Advise your suppliers and logistics provider of any new working practices.
Contact your customers, advise them of your proposed upgraded safety procedures, discover if they have any additional requirements and review accordingly .
Define new procedures covering deliveries, reception and visitors and inform relevant staff.
Check your RIDDOR reporting obligations and instigate a suitable procedure. Ensure that all first aiders are briefed on infection control and that adequate cover can be maintained if qualified staff are absent.
If the return to work is partial and staff remain split between home and workplace, vulnerability to cybercrime increases exponentially . Consider additional protections and online cyber risk training (particularly for finance-related functions) .
Where possible, make access non-touch (automatic doors, proximity cards, voice recognition etc).

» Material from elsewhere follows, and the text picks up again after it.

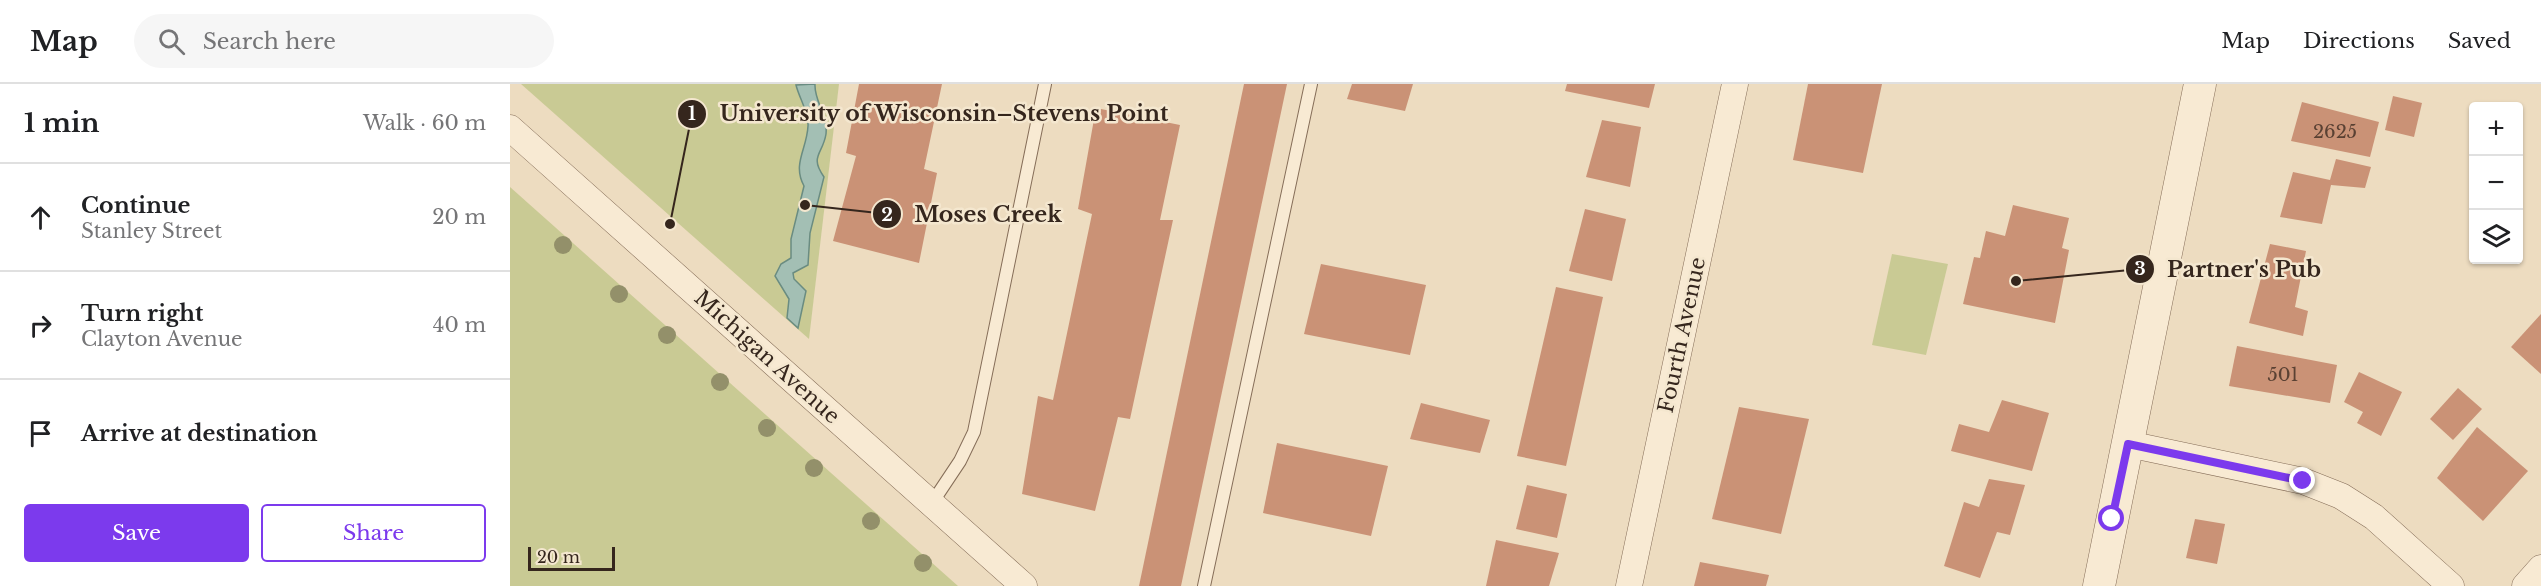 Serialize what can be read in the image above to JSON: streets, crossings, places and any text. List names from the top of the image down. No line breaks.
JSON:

Review the usability of any elevators.
Delineate safe distancing via non-slip floor tape/stickers/matting – including dining/smoking/changing areas.
Display COVID-related signage at appropriate locations (PHE website has recommended formats). If possible, implement a one-way system and single entry/exit routes.
Install adequate handwashing stations and supplies of soap, disposable towels etc.
Provide sanitising gel and alcohol wipes, particularly for delivery drivers etc who will not have easy access to handwashing facilities.
Increase workspace ventilation and/or air filtration where possible (if your air conditioning unit is over 5 years old and has an effective rated output of more than 12kw it may be due for a T 44 inspection).
Desks should be orientated back-to-back with dividers between rows. Desks and/or workstations taken out of service to ensure social distancing should have ‘not in use’ signs attached. Toilet facilities should have similar demarcations. Instigate a ‘clear desk’ policy to facilitate cleaning.
Remove the full complement of chairs from conference rooms. The floor area of common areas (such as meeting rooms) should be calculated and signage displayed to show the maximum permissible number of occupants. Reduce the frequency and attendee list for physical meetings or ideally use telephone or video conference facilities instead.
Ask staff to clean desk phones and keyboards regularly with alcohol wipes. If your telephone system allows it, possibly install a company “softphone” on staff smartphones to minimise cross-contamination from desk phones.
In circumstances where working within 2 metres of a colleague is unavoidable it should only be for very brief periods ( <15 minutes) and faced away from each other.
If possible, stagger arrival time and shift patterns. Discuss the impact of this with each staff member as COVID might have altered domestic arrangements.
Try to subdivide large teams into smaller teams. Teams should avoid exchanging members – in the event of infection this will make it easier to define who has worked with whom, and where. Employees who have been in close proximity to the infected staff member can take appropriate action and the relevant part of the premises (rather than the entire premises) can be deep cleaned. If possible, cross-train skills in order to make each team resilient if one member is absent.
Provide support for staff to encourage them to cycle, walk or run to work and minimise the use of public transport/ shuttle services. Where possible, minimise cross-team sharing of company equipment and/or vehicles and provide alcohol wipes where sharing is unavoidable.
If your staff are provided with laundered workwear, consider if the garment type/collection process/wash frequency/wash type is adequate. If you provide a staff canteen use individually wrapped disposable cutlery and single-use flatware where possible. Manage queues and stagger mealtimes. If that proves unworkable encourage staff to bring their own food and drink, or arrange deliveries of prepared food from an external ’roundsman’ vetted for hygiene and working practices.